Option | Required | Default | Type | Description |
---|---|---|---|---|
connector | required | (none) | String | Specify what connector to use, here should be 'postgres-cdc' . |
hostname | required | (none) | String | IP address or hostname of the PostgreSQL database server. |
username | required | (none) | String | Name of the PostgreSQL database to use when connecting to the PostgreSQL database server. |
password | required | (none) | String | Password to use when connecting to the PostgreSQL database server. |
database-name | required | (none) | String | Database name of the PostgreSQL server to monitor. |
schema-name | required | (none) | String | Schema name of the PostgreSQL database to monitor. |
table-name | required | (none) | String | Table name of the PostgreSQL database to monitor. |
port | optional | 5432 | Integer | Integer port number of the PostgreSQL database server. |
slot.name | required | (none) | String | The name of the PostgreSQL logical decoding slot that was created for streaming changes from a particular plug-in
for a particular database/schema. The server uses this slot to stream events to the connector that you are configuring.
Slot names must conform to PostgreSQL replication slot naming rules, which state: "Each replication slot has a name, which can contain lower-case letters, numbers, and the underscore character." |
decoding.plugin.name | optional | decoderbufs | String | The name of the Postgres logical decoding plug-in installed on the server. Supported values are decoderbufs, wal2json, wal2json_rds, wal2json_streaming, wal2json_rds_streaming and pgoutput. |
changelog-mode | optional | all | String | The changelog mode used for encoding streaming changes. Supported values are all (which encodes changes as retract stream using all RowKinds) and upsert (which encodes changes as upsert stream that describes idempotent updates on a key).
upsert mode can be used for tables with primary keys when replica identity FULL is not an option. Primary keys must be set to use upsert mode. |
heartbeat.interval.ms | optional | 30s | Duration | The interval of sending heartbeat event for tracing the latest available replication slot offsets |
debezium.* | optional | (none) | String | Pass-through Debezium's properties to Debezium Embedded Engine which is used to capture data changes from Postgres server.
For example: 'debezium.snapshot.mode' = 'never' .
See more about the Debezium's Postgres Connector properties |
debezium.snapshot.select.statement.overrides | optional | (none) | String | If you encounter a situation where there is a large amount of data in the table and you don't need all the historical data. You can try to specify the underlying configuration in debezium to select the data range you want to snapshot. This parameter only affects snapshots and does not affect subsequent data reading consumption.
Note: PostgreSQL must use schema name and table name.

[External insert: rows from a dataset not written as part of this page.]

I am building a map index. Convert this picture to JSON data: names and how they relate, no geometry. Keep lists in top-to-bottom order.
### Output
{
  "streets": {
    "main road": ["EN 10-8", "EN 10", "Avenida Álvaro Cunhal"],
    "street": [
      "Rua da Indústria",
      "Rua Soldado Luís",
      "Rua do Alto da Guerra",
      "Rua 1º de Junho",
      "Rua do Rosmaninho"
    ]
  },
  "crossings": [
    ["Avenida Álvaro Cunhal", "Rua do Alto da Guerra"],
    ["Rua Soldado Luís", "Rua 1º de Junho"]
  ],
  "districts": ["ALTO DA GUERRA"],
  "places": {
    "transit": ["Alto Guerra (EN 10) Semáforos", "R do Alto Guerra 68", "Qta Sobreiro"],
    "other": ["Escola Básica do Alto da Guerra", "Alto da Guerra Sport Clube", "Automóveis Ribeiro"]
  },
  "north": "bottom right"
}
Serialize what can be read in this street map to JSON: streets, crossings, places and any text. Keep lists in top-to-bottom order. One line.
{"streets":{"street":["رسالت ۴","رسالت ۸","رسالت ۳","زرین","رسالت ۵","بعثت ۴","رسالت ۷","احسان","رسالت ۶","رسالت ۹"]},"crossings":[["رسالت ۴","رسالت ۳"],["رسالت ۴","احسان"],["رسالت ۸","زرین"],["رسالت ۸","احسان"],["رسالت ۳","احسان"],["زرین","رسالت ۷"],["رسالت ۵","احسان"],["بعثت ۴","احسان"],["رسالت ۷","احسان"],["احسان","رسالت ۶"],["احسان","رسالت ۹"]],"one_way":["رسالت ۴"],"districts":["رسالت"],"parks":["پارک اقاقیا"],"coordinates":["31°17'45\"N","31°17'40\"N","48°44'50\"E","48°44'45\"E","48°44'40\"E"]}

For example: 'debezium.snapshot.select.statement.overrides' = 'schema.table' .
After specifying the above attributes, you must also add the following attributes: debezium.snapshot.select.statement.overrides.[schema].[table]
|
debezium.snapshot.select.statement.overrides.[schema].[table] | optional | (none) | String | You can specify SQL statements to limit the data range of snapshot.

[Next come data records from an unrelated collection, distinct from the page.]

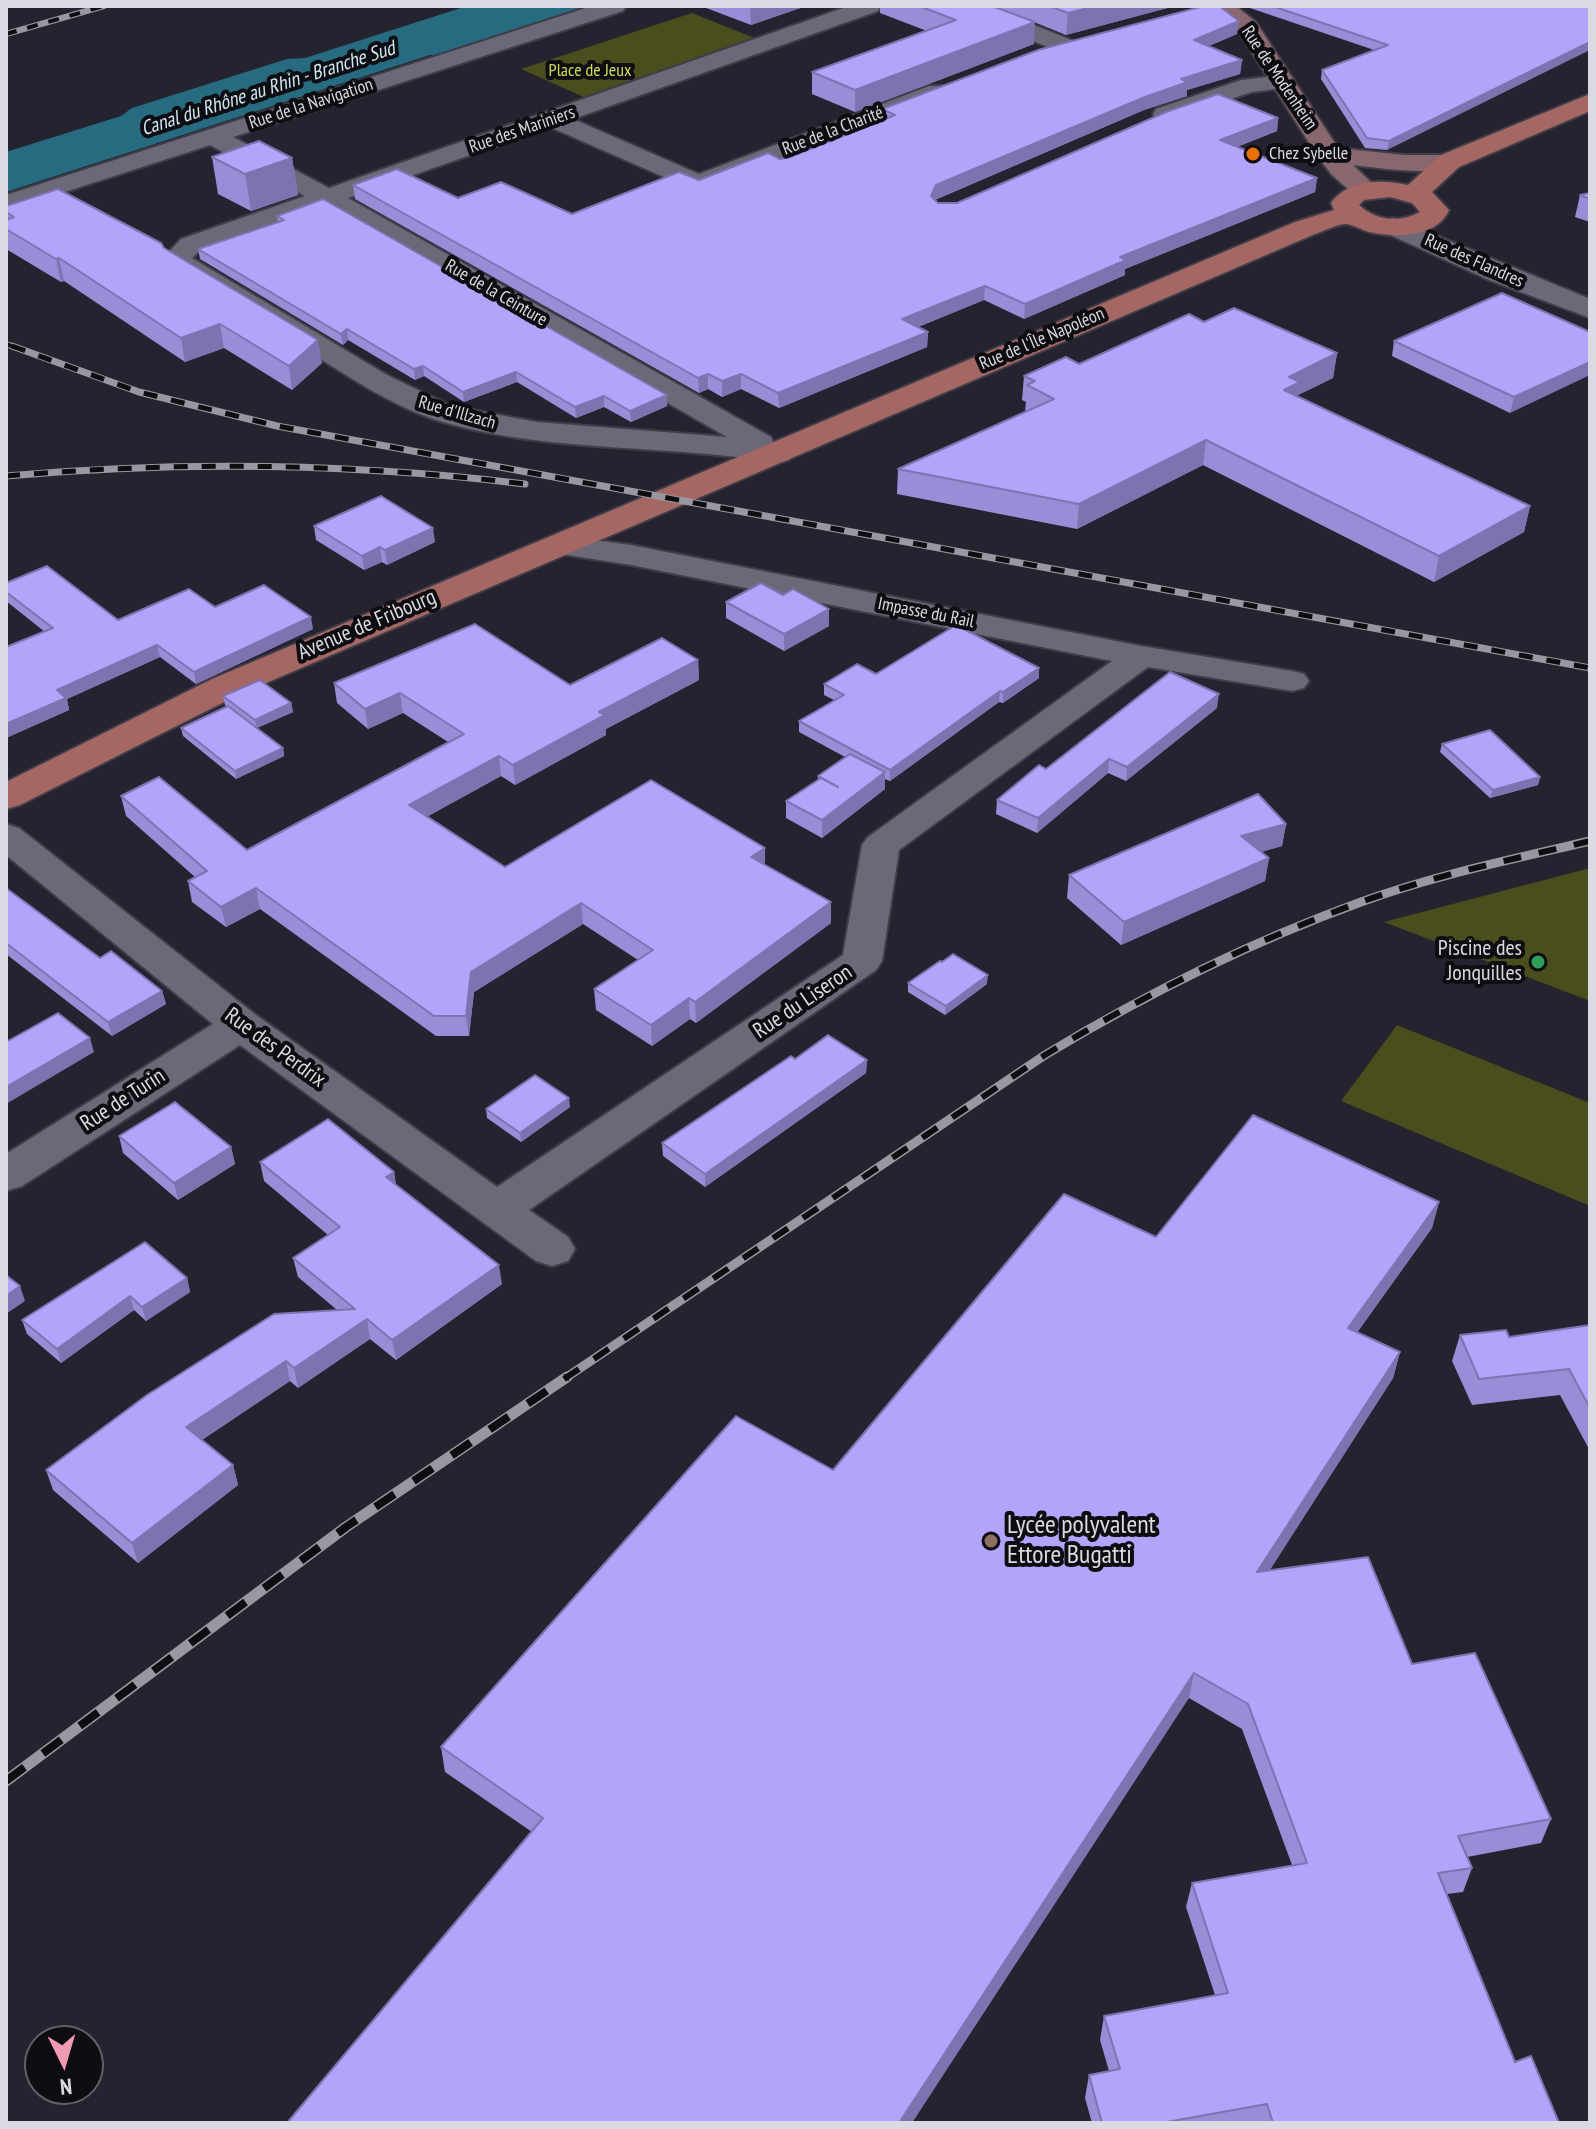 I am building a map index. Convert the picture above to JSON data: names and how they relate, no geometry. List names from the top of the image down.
{
  "streets": {
    "main road": ["Rue de Modenheim", "Rue de l'Île Napoléon", "Avenue de Fribourg"],
    "street": [
      "Rue de la Navigation",
      "Rue des Mariniers",
      "Rue de la Charité",
      "Rue des Flandres",
      "Rue de la Ceinture",
      "Rue d'Illzach",
      "Impasse du Rail",
      "Rue du Liseron",
      "Rue des Perdrix",
      "Rue de Turin"
    ]
  },
  "crossings": [
    ["Rue de Modenheim", "Rue de l'Île Napoléon"],
    ["Rue de la Navigation", "Rue de la Ceinture"],
    ["Rue des Mariniers", "Rue de la Charité"],
    ["Rue des Mariniers", "Rue de la Ceinture"],
    ["Rue des Mariniers", "Rue d'Illzach"],
    ["Rue de la Ceinture", "Rue de l'Île Napoléon"],
    ["Rue de la Ceinture", "Rue d'Illzach"],
    ["Rue de l'Île Napoléon", "Rue d'Illzach"],
    ["Rue de l'Île Napoléon", "Avenue de Fribourg"],
    ["Impasse du Rail", "Avenue de Fribourg"],
    ["Impasse du Rail", "Rue du Liseron"],
    ["Rue du Liseron", "Rue des Perdrix"],
    ["Rue des Perdrix", "Rue de Turin"]
  ],
  "water": ["Canal du Rhône au Rhin - Branche Sud"],
  "parks": ["Place de Jeux"],
  "places": ["Chez Sybelle", "Piscine des Jonquilles", "Lycée polyvalent Ettore Bugatti"],
  "north": "bottom"
}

Note1: Schema and table need to be specified in the SQL statement, and the SQL should conform to the syntax of the data source.Currently. For example: 'debezium.snapshot.select.statement.overrides.schema.table' = 'select * from schema.table where 1 != 1' .
Note2: The Flink SQL client submission task does not support functions with single quotation marks in the content. For example: 'debezium.snapshot.select.statement.overrides.schema.table' = 'select * from schema.table where to_char(rq, 'yyyy-MM-dd')' .
|
scan.incremental.snapshot.enabled | optional | false | Boolean | Incremental snapshot is a new mechanism to read snapshot of a table. Compared to the old snapshot mechanism, the incremental snapshot has many advantages, including: (1) source can be parallel during snapshot reading, (2) source can perform checkpoints in the chunk granularity during snapshot reading, (3) source doesn't need to acquire global read lock (FLUSH TABLES WITH READ LOCK) before snapshot reading. Please see Incremental Snapshot Readingsection for more detailed information. |
Option | Required | Default | Type | Description |
---|---|---|---|---|
scan.incremental.snapshot.chunk.size | optional | 8096 | Integer | The chunk size (number of rows) of table snapshot, captured tables are split into multiple chunks when read the snapshot of table. |
scan.startup.mode | optional | initial | String | Optional startup mode for Postgres CDC consumer, valid enumerations are "initial" and "latest-offset". Please see Startup Reading Position section for more detailed information. |
chunk-meta.group.size | optional | 1000 | Integer | The group size of chunk meta, if the meta size exceeds the group size, the meta will be divided into multiple groups. |
connect.timeout | optional | 30s | Duration | The maximum time that the connector should wait after trying to connect to the PostgreSQL database server before timing out. |
connect.pool.size | optional | 30 | Integer | The connection pool size. |
connect.max-retries | optional | 3 | Integer | The max retry times that the connector should retry to build database server connection. |
scan.snapshot.fetch.size | optional | 1024 | Integer | The maximum fetch size for per poll when read table snapshot. |
scan.incremental.snapshot.chunk.key-column | optional | (none) | String | The chunk key of table snapshot, captured tables are split into multiple chunks by a chunk key when read the snapshot of table. By default, the chunk key is the first column of the primary key. This column must be a column of the primary key. |
chunk-key.even-distribution.factor.lower-bound | optional | 0.05d | Double | The lower bound of chunk key distribution factor. The distribution factor is used to determine whether the table is evenly distribution or not. The table chunks would use evenly calculation optimization when the data distribution is even, and the query for splitting would happen when it is uneven. The distribution factor could be calculated by (MAX(id) - MIN(id) + 1) / rowCount. |
chunk-key.even-distribution.factor.upper-bound | optional | 1000.0d | Double | The upper bound of chunk key distribution factor. The distribution factor is used to determine whether the table is evenly distribution or not. The table chunks would use evenly calculation optimization when the data distribution is even, and the query for splitting would happen when it is uneven. The distribution factor could be calculated by (MAX(id) - MIN(id) + 1) / rowCount. |
Key | DataType | Description |
---|---|---|
table_name | STRING NOT NULL | Name of the table that contain the row. |
schema_name | STRING NOT NULL | Name of the schema that contain the row. |
database_name | STRING NOT NULL | Name of the database that contain the row. |
op_ts | TIMESTAMP_LTZ(3) NOT NULL | It indicates the time that the change was made in the database. If the record is read from snapshot of the table instead of the change stream, the value is always 0. |